◆ Action item
The lines below that include "details" are to be found and copied.

◆ Entries shown
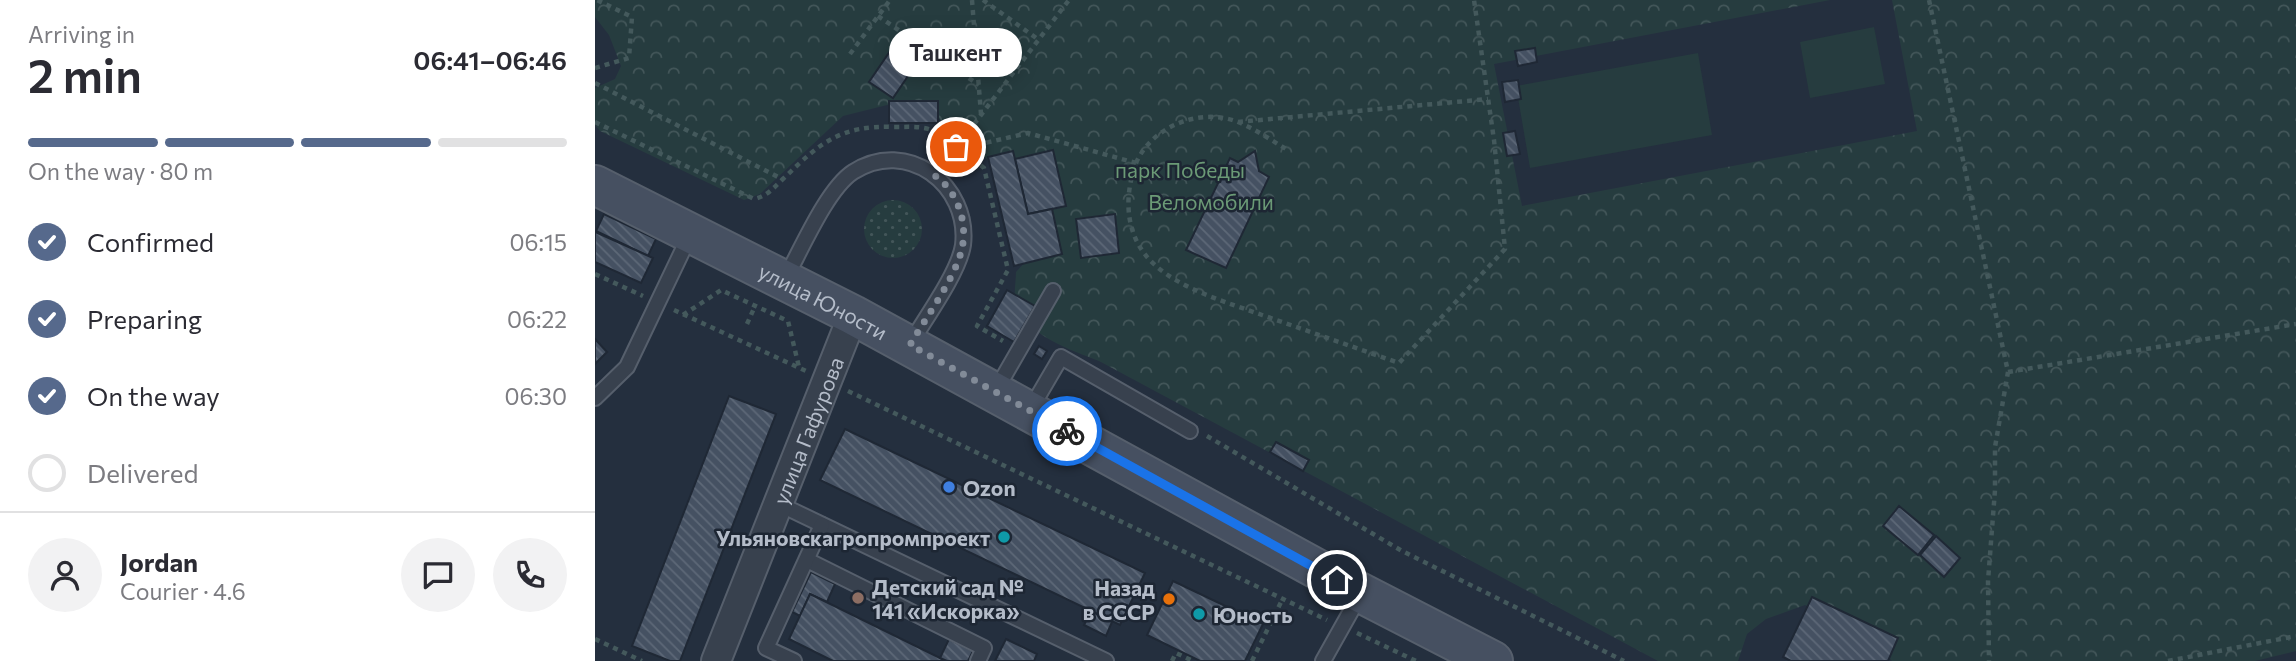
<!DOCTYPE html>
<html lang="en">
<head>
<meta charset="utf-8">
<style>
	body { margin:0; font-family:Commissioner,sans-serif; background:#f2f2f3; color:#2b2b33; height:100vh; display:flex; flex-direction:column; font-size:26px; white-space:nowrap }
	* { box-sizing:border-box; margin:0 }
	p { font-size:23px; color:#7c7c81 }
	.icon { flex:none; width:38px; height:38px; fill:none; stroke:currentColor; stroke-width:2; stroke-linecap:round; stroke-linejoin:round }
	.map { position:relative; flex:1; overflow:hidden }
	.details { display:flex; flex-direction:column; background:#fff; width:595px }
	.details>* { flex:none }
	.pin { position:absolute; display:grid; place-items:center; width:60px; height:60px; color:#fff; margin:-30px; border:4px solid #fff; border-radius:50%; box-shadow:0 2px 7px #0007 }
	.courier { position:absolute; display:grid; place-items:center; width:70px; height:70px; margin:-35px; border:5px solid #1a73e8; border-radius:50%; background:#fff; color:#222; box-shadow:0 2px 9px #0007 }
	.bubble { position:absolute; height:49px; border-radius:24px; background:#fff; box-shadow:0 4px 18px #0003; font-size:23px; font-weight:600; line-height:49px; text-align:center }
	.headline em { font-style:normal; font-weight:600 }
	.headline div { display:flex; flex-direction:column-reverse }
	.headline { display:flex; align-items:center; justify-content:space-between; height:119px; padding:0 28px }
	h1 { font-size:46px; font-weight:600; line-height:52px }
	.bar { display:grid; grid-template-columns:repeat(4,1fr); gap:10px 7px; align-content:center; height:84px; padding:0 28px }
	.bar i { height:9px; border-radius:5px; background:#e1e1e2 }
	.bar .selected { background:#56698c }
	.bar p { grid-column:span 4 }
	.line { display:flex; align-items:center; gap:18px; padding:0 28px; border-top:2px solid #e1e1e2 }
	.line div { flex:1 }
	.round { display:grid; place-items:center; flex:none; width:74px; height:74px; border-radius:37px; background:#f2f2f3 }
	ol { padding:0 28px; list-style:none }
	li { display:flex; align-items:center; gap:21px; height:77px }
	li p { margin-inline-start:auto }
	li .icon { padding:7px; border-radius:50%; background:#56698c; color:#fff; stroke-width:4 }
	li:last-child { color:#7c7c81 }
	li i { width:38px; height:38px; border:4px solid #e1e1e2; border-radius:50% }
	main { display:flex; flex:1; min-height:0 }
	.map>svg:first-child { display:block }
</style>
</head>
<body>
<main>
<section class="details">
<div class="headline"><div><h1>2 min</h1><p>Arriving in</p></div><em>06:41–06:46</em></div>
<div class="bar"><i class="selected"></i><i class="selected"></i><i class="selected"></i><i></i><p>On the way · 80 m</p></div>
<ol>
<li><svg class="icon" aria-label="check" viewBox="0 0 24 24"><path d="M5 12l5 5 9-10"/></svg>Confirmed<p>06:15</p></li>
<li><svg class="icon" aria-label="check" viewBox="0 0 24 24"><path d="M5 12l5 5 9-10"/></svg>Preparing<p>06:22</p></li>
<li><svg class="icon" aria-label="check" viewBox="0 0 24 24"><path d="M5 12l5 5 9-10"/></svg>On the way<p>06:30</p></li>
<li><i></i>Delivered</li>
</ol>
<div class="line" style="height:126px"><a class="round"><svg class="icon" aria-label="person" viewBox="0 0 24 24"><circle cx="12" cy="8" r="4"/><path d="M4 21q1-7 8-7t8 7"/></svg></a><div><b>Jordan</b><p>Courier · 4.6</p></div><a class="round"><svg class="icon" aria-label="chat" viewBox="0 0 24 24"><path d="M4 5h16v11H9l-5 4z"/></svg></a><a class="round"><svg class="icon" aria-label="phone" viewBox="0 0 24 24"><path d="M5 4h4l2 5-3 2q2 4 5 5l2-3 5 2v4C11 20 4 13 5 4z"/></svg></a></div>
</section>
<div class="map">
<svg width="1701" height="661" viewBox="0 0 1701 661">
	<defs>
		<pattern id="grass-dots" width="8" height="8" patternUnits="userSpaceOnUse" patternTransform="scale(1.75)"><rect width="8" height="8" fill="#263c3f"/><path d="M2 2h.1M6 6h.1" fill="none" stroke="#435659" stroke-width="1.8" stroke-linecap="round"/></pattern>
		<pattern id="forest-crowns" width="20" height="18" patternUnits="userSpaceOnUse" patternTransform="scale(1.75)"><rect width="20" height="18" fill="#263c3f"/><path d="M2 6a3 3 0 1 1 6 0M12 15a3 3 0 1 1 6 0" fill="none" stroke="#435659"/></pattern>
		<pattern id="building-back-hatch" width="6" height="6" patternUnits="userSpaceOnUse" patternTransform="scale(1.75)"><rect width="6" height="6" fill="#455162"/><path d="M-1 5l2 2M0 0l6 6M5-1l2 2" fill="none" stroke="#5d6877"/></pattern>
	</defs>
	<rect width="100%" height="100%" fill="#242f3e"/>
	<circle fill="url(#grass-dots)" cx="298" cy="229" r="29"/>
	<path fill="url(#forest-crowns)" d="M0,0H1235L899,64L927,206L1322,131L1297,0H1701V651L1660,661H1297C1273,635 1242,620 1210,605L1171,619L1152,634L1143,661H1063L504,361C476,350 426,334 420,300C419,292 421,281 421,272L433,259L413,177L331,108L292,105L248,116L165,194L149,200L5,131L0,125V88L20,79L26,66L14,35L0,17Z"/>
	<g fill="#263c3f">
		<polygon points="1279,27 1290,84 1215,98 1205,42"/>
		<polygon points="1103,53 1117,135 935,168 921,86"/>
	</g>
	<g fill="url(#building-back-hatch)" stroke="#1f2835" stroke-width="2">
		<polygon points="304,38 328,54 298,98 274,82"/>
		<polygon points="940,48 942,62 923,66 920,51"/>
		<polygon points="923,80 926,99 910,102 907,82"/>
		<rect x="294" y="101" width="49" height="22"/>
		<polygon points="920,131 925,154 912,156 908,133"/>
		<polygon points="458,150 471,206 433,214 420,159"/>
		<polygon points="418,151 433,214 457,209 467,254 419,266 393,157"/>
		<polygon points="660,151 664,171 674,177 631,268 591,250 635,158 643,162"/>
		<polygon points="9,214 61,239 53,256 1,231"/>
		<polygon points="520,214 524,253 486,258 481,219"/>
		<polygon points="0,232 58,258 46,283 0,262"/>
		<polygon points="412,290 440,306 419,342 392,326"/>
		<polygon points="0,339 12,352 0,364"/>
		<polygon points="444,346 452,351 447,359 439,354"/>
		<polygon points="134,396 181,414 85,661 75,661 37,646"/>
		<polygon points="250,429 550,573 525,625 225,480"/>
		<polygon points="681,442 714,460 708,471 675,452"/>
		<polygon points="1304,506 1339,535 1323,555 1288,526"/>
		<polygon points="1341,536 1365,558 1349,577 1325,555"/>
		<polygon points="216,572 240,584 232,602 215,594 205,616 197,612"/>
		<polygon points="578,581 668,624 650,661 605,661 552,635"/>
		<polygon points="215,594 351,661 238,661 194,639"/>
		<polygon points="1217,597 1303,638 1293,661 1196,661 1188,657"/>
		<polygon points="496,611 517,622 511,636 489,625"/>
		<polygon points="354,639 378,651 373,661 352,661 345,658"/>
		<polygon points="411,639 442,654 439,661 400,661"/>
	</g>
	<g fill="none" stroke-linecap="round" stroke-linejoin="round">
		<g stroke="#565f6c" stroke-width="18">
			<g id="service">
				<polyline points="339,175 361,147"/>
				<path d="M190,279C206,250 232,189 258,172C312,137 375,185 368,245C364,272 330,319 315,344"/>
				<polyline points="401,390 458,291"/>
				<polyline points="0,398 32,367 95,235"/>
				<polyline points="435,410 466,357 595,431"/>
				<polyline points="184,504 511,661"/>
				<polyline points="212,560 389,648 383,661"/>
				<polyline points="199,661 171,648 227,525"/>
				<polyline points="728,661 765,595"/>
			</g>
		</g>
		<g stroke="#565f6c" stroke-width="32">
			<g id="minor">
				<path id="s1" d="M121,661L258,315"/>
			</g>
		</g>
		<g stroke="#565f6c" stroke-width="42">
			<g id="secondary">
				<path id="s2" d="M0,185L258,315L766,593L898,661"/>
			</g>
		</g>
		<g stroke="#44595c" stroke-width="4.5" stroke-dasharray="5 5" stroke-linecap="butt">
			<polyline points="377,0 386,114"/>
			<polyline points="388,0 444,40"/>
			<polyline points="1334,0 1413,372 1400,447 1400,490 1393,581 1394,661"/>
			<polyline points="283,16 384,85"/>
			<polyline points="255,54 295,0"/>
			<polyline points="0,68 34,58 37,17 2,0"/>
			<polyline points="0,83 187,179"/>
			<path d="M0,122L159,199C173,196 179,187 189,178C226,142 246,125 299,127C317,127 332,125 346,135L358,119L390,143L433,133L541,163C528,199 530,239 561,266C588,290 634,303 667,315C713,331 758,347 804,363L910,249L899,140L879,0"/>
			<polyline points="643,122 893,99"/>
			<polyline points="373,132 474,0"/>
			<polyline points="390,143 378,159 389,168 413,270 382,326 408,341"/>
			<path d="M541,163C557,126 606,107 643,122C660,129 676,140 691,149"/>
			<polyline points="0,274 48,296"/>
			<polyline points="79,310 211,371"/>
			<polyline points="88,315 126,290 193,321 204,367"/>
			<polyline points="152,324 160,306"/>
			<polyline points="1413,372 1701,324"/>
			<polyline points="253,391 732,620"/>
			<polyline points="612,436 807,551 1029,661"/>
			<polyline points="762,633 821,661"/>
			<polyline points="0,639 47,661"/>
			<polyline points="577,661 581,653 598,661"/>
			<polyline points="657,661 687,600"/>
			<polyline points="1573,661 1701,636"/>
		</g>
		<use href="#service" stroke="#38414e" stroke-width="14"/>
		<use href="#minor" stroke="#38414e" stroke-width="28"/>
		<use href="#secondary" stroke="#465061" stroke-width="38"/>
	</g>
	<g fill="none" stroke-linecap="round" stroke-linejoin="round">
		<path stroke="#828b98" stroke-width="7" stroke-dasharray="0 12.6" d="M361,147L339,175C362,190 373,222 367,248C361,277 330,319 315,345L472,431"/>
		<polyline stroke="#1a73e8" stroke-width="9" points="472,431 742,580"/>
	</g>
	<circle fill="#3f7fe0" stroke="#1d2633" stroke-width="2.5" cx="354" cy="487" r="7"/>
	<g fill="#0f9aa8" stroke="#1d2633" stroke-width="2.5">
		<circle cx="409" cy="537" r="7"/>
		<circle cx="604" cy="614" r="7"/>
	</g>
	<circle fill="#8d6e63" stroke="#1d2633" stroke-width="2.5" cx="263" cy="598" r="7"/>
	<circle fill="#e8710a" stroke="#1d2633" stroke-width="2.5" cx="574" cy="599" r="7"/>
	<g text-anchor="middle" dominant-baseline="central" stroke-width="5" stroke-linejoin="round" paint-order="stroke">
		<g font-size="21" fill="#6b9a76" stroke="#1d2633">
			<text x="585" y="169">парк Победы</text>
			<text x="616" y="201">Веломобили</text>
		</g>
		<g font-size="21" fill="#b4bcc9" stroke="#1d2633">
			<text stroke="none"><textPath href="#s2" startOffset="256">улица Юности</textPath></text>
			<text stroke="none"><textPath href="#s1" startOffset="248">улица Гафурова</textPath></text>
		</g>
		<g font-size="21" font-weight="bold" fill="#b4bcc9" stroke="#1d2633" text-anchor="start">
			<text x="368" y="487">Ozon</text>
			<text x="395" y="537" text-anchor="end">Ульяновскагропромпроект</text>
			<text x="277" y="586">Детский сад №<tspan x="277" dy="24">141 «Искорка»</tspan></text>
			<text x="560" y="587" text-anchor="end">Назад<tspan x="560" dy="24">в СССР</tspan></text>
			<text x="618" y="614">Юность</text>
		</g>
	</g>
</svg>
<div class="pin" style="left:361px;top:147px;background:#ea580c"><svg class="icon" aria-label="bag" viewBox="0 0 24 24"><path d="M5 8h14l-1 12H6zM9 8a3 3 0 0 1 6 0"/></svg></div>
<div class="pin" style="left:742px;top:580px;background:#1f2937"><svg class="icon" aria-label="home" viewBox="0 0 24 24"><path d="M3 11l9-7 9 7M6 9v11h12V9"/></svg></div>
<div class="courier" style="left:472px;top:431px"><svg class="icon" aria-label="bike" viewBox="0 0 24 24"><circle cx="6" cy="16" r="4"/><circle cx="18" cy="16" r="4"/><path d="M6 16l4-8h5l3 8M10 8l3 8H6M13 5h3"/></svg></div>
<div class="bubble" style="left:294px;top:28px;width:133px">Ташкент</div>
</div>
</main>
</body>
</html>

◆ Written reply
	.details { display:flex; flex-direction:column; background:#fff; width:595px }
	.details>* { flex:none }
<section class="details">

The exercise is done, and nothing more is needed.